● Exercise: Every entry below should be written out again exactly.

● Stored data:

++++++++

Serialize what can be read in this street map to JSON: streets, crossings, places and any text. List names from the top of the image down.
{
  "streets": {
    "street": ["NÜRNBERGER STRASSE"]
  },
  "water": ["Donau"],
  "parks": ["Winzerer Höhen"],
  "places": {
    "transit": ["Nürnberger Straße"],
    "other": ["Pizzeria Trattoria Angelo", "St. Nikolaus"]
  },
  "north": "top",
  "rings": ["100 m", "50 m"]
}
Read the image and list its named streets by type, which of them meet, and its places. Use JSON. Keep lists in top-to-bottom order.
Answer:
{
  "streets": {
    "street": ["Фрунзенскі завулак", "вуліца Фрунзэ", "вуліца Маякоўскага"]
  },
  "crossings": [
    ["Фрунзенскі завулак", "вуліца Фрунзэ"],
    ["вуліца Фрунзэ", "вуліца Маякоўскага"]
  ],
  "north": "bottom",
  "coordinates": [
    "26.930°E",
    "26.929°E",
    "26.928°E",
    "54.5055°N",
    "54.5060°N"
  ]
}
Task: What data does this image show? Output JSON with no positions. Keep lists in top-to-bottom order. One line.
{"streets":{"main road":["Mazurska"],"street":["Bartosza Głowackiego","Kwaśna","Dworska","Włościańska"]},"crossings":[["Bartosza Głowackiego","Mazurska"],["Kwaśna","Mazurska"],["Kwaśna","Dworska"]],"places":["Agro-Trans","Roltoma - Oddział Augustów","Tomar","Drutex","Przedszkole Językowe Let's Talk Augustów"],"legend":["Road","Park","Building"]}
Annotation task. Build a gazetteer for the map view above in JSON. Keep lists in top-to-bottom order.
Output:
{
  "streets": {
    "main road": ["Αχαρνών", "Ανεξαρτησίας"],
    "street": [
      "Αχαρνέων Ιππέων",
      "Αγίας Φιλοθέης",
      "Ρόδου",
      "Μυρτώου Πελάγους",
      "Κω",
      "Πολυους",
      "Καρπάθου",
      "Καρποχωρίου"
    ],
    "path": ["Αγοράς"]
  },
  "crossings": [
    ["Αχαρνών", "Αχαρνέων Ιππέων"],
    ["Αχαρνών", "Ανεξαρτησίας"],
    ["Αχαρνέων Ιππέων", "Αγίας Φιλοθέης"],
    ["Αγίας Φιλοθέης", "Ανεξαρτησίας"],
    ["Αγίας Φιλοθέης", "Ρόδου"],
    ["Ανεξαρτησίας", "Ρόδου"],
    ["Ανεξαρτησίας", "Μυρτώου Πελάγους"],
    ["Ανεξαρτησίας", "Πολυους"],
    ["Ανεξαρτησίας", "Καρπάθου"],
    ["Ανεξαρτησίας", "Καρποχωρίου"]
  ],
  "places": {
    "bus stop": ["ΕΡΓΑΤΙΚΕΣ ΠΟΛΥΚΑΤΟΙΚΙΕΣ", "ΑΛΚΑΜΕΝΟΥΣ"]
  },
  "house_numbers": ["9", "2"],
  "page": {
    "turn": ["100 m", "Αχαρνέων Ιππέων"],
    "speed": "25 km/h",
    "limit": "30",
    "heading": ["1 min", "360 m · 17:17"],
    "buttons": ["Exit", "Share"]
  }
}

++++++++

● Answer for the task:
Serialize what can be read in this street map to JSON: streets, crossings, places and any text. List names from the top of the image down.
{
  "streets": {
    "street": ["NÜRNBERGER STRASSE"]
  },
  "water": ["Donau"],
  "parks": ["Winzerer Höhen"],
  "places": {
    "transit": ["Nürnberger Straße"],
    "other": ["Pizzeria Trattoria Angelo", "St. Nikolaus"]
  },
  "north": "top",
  "rings": ["100 m", "50 m"]
}
Read the image and list its named streets by type, which of them meet, and its places. Use JSON. Keep lists in top-to-bottom order.
Answer:
{
  "streets": {
    "street": ["Фрунзенскі завулак", "вуліца Фрунзэ", "вуліца Маякоўскага"]
  },
  "crossings": [
    ["Фрунзенскі завулак", "вуліца Фрунзэ"],
    ["вуліца Фрунзэ", "вуліца Маякоўскага"]
  ],
  "north": "bottom",
  "coordinates": [
    "26.930°E",
    "26.929°E",
    "26.928°E",
    "54.5055°N",
    "54.5060°N"
  ]
}
Task: What data does this image show? Output JSON with no positions. Keep lists in top-to-bottom order. One line.
{"streets":{"main road":["Mazurska"],"street":["Bartosza Głowackiego","Kwaśna","Dworska","Włościańska"]},"crossings":[["Bartosza Głowackiego","Mazurska"],["Kwaśna","Mazurska"],["Kwaśna","Dworska"]],"places":["Agro-Trans","Roltoma - Oddział Augustów","Tomar","Drutex","Przedszkole Językowe Let's Talk Augustów"],"legend":["Road","Park","Building"]}
Annotation task. Build a gazetteer for the map view above in JSON. Keep lists in top-to-bottom order.
Output:
{
  "streets": {
    "main road": ["Αχαρνών", "Ανεξαρτησίας"],
    "street": [
      "Αχαρνέων Ιππέων",
      "Αγίας Φιλοθέης",
      "Ρόδου",
      "Μυρτώου Πελάγους",
      "Κω",
      "Πολυους",
      "Καρπάθου",
      "Καρποχωρίου"
    ],
    "path": ["Αγοράς"]
  },
  "crossings": [
    ["Αχαρνών", "Αχαρνέων Ιππέων"],
    ["Αχαρνών", "Ανεξαρτησίας"],
    ["Αχαρνέων Ιππέων", "Αγίας Φιλοθέης"],
    ["Αγίας Φιλοθέης", "Ανεξαρτησίας"],
    ["Αγίας Φιλοθέης", "Ρόδου"],
    ["Ανεξαρτησίας", "Ρόδου"],
    ["Ανεξαρτησίας", "Μυρτώου Πελάγους"],
    ["Ανεξαρτησίας", "Πολυους"],
    ["Ανεξαρτησίας", "Καρπάθου"],
    ["Ανεξαρτησίας", "Καρποχωρίου"]
  ],
  "places": {
    "bus stop": ["ΕΡΓΑΤΙΚΕΣ ΠΟΛΥΚΑΤΟΙΚΙΕΣ", "ΑΛΚΑΜΕΝΟΥΣ"]
  },
  "house_numbers": ["9", "2"],
  "page": {
    "turn": ["100 m", "Αχαρνέων Ιππέων"],
    "speed": "25 km/h",
    "limit": "30",
    "heading": ["1 min", "360 m · 17:17"],
    "buttons": ["Exit", "Share"]
  }
}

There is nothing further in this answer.